My Biggest Anxiety as a Mom to a Kid With Apraxia
My daughter was diagnosed with childhood apraxia of speech at 3 years old. She has been in regular (multiple times a week) speech therapy since she was 2 and while she’s made tons of progress, she still has a lot of work to do.
There is still some invisible block in her brain that prevents her from producing certain sounds in regular conversation. She struggles with hearing loss due to chronic fluid in her ear and inverted eardrums. She also has velopharyngeal insufficiency, which is a structural defect that affects airflow when producing speech sounds. This results in hypernasality, therefore a lot of her speech comes out high-pitched and whiny if she doesn’t work to control it (this is not to be confused with your everyday, universal, 7-year-old whining…we’re working on controlling that, too).

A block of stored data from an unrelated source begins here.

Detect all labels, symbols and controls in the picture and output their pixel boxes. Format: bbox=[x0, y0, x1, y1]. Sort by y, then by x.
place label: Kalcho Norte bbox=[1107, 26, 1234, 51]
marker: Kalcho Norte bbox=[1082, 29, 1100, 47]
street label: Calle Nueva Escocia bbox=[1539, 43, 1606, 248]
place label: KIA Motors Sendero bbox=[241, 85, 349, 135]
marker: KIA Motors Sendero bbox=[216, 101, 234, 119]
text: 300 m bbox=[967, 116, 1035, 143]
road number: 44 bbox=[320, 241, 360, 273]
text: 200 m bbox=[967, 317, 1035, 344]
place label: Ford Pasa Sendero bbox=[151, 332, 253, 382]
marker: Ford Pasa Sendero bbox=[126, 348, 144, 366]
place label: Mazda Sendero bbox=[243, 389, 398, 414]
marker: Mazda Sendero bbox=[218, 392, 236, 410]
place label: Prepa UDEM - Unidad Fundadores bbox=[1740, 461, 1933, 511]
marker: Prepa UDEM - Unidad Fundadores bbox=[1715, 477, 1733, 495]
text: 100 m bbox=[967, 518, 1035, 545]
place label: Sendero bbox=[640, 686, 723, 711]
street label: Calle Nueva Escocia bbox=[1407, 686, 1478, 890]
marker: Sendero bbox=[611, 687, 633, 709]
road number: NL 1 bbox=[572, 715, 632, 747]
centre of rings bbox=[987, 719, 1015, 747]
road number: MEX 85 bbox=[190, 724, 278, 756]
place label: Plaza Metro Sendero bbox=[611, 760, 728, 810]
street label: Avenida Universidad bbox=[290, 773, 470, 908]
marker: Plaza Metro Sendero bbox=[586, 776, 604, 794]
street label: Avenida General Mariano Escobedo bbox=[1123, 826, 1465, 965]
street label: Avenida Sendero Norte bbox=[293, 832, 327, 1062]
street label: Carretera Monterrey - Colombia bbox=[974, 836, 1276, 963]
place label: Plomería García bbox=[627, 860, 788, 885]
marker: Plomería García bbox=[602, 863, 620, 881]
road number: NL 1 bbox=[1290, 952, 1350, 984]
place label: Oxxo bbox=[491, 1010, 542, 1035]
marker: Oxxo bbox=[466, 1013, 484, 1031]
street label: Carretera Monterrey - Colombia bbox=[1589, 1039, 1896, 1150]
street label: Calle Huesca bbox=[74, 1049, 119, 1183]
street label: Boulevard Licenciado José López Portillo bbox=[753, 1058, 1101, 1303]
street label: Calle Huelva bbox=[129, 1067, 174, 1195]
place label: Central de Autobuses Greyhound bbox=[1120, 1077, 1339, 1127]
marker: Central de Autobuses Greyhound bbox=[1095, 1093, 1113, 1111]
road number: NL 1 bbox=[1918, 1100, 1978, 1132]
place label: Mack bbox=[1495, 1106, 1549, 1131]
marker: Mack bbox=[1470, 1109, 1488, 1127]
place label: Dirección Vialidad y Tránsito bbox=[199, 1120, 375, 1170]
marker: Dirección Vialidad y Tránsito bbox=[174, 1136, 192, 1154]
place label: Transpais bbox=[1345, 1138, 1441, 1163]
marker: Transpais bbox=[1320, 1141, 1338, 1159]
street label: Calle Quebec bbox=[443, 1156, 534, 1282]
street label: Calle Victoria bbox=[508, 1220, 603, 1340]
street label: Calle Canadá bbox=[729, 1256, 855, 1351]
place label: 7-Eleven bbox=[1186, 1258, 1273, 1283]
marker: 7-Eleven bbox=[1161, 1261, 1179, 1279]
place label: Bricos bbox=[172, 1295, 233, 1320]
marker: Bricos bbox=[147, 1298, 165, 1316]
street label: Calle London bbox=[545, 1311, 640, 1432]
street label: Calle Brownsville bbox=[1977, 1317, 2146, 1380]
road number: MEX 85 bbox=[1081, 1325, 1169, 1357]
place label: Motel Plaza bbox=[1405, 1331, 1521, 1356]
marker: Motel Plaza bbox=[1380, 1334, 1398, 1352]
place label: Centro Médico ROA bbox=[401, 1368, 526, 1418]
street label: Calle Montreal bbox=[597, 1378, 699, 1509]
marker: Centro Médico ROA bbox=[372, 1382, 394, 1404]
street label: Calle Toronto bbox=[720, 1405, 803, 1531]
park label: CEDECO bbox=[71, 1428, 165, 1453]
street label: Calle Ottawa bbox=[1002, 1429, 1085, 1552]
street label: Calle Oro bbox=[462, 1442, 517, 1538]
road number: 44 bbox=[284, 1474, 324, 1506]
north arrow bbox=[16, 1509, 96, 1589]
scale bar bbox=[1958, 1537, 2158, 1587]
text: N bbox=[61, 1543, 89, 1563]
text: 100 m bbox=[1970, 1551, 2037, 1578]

In a lot of ways, my daughter’s disability causes very little disruption to our everyday lives – very little anxiety. It doesn’t have us in the hospital once a week or even once a month. We don’t have a regular medicine routine to adhere to every day. We do private speech therapy once a week and her other two weekly speech sessions are at school. Overall, we’re at the point that her disability is pretty easy to manage. In fact, we’re so used to it that my husband and I don’t even notice her less-than-normal speech most of the time.
My heart crumbles.
This has been one of my biggest fears for her, but especially since she started school. For every year older she gets, her delay in speech is more noticeable to the kids around her. The way she talks is more “different” from the way her friends talk now then it was a year ago. And let’s face it — kids are blunt. And kids can be mean, sometimes even when they don’t intend to be.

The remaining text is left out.